(Source data)
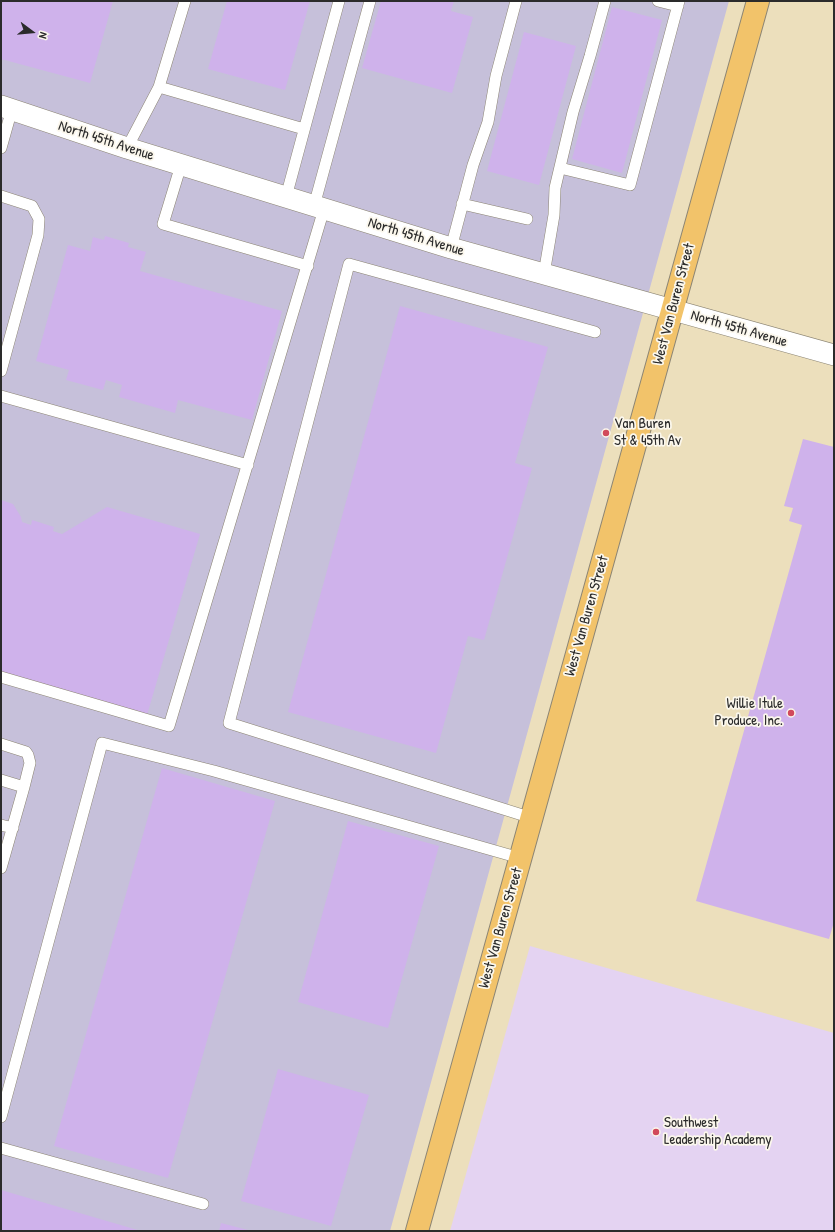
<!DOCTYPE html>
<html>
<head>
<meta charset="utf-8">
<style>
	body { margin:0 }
	#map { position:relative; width:835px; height:1232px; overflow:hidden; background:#ecdfbc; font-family:"Patrick Hand",sans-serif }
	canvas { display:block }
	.frame { position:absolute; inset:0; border:2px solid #2b2b2b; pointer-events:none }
	.north { position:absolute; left:12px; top:12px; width:40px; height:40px; -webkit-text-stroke:3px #fbf7ec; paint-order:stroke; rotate:106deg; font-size:11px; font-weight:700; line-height:16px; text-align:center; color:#2b2b2b }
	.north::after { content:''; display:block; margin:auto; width:14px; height:18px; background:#2b2b2b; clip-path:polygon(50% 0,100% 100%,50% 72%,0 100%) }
</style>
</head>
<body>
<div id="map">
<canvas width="835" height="1232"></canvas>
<div class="frame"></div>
<div class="north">N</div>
</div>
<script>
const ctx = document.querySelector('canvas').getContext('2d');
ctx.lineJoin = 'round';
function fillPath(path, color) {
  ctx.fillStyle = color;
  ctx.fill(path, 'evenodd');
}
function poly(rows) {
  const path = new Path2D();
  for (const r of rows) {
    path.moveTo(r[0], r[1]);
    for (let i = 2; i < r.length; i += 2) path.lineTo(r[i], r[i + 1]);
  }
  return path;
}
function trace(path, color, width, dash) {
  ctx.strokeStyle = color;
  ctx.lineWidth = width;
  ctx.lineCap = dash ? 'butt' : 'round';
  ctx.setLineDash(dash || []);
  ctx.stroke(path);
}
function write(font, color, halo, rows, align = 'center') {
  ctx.font = font + ' "Patrick Hand",sans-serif';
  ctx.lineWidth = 3.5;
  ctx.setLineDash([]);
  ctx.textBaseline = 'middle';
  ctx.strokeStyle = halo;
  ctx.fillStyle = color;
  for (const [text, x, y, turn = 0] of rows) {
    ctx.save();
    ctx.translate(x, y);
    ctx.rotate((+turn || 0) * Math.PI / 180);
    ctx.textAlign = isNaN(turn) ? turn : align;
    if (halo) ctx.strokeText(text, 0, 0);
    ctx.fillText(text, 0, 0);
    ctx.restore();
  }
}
const built = poly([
	[530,946,834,1033,834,1231,450,1231]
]);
const industrial = poly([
	[1,1,729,1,390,1231,1,1231]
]);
const building = poly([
	[1,1,113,1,90,83,1,59],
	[227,1,310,1,285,90,208,69],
	[381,1,454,1,451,11,473,17,452,93,362,68],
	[612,7,662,20,622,173,572,159],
	[524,32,576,46,539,185,487,171],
	[105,236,129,243,128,247,146,252,140,271,282,311,252,420,178,400,175,413,119,397,122,385,106,380,103,390,66,380,69,370,36,361,68,245,90,251,93,237,104,240],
	[400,306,548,347,515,463,532,468,484,640,468,636,436,753,288,712],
	[803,439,834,447,834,922,829,939,696,901,802,525,789,521,793,508,784,506],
	[1,500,13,504,21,517,22,522,31,525,32,520,54,527,53,531,62,534,107,507,200,534,147,715,1,672],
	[162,768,275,801,168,1178,54,1146],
	[348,821,439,846,388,1028,298,1002],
	[278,1069,369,1095,331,1226,241,1201],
	[1,1190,141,1231,1,1231],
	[221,1223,248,1230,248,1231,219,1231]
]);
const lane = poly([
	[658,1,678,6],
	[159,87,304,129],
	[1,148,12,109],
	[127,148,159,87,185,1],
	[181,165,163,224,308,266],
	[560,168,630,185,679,1],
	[1,196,32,206,39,219,38,235,1,371],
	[286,197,339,1],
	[462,204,527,219],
	[314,206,370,1],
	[451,248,473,165,488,122,496,76,516,1],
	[544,274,554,215,555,188,573,112,590,56,605,1],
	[1,396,248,465],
	[1,677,169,726,324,209],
	[1,744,26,752,28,755,30,763,24,787,1,868],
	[1,780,24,787],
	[532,818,229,723,349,264,595,332],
	[1,825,13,828],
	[1,1117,102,743,214,771,520,858],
	[1,1148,203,1204]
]);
const street = poly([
	[1,106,127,148,451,248,834,355]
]);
const primary = poly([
	[417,1231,758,1]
]);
const markers = [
	[606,433,4,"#d1495b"],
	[791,713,4,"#d1495b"],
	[656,1132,4,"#d1495b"]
];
const streetNames = [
	["North 45th Avenue",106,141,18],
	["North 45th Avenue",416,237,17],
	["West Van Buren Street",674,304,-75],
	["North 45th Avenue",739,329,16],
	["West Van Buren Street",587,616,-74],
	["West Van Buren Street",501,928,-74]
];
const poiNames = [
	["Van Buren",614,424],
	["St & 45th Av",614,441],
	["Willie Itule",783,704,"right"],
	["Produce, Inc.",783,721,"right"],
	["Southwest",664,1123],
	["Leadership Academy",664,1140]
];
fillPath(built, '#e4d3f2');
fillPath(industrial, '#c6c0da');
fillPath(building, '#cfb2eb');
trace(lane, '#8c8574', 12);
trace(street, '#8c8574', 22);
trace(primary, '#8c8574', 24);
trace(lane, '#fff', 11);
trace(street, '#fff', 21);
trace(primary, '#f2c36a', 22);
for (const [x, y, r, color] of markers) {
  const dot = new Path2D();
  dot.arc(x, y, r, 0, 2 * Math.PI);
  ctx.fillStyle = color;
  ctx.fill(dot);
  trace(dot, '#fbf7ec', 1.5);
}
write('15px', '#2b2b2b', '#fbf7ec', streetNames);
write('15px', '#2b2b2b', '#fbf7ec', poiNames, 'left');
</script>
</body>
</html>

## Task requirements
Check each line of the records above for the string "canvas", and report every line that has it.

## Solution for this exercise
	canvas { display:block }
<canvas width="835" height="1232"></canvas>
const ctx = document.querySelector('canvas').getContext('2d');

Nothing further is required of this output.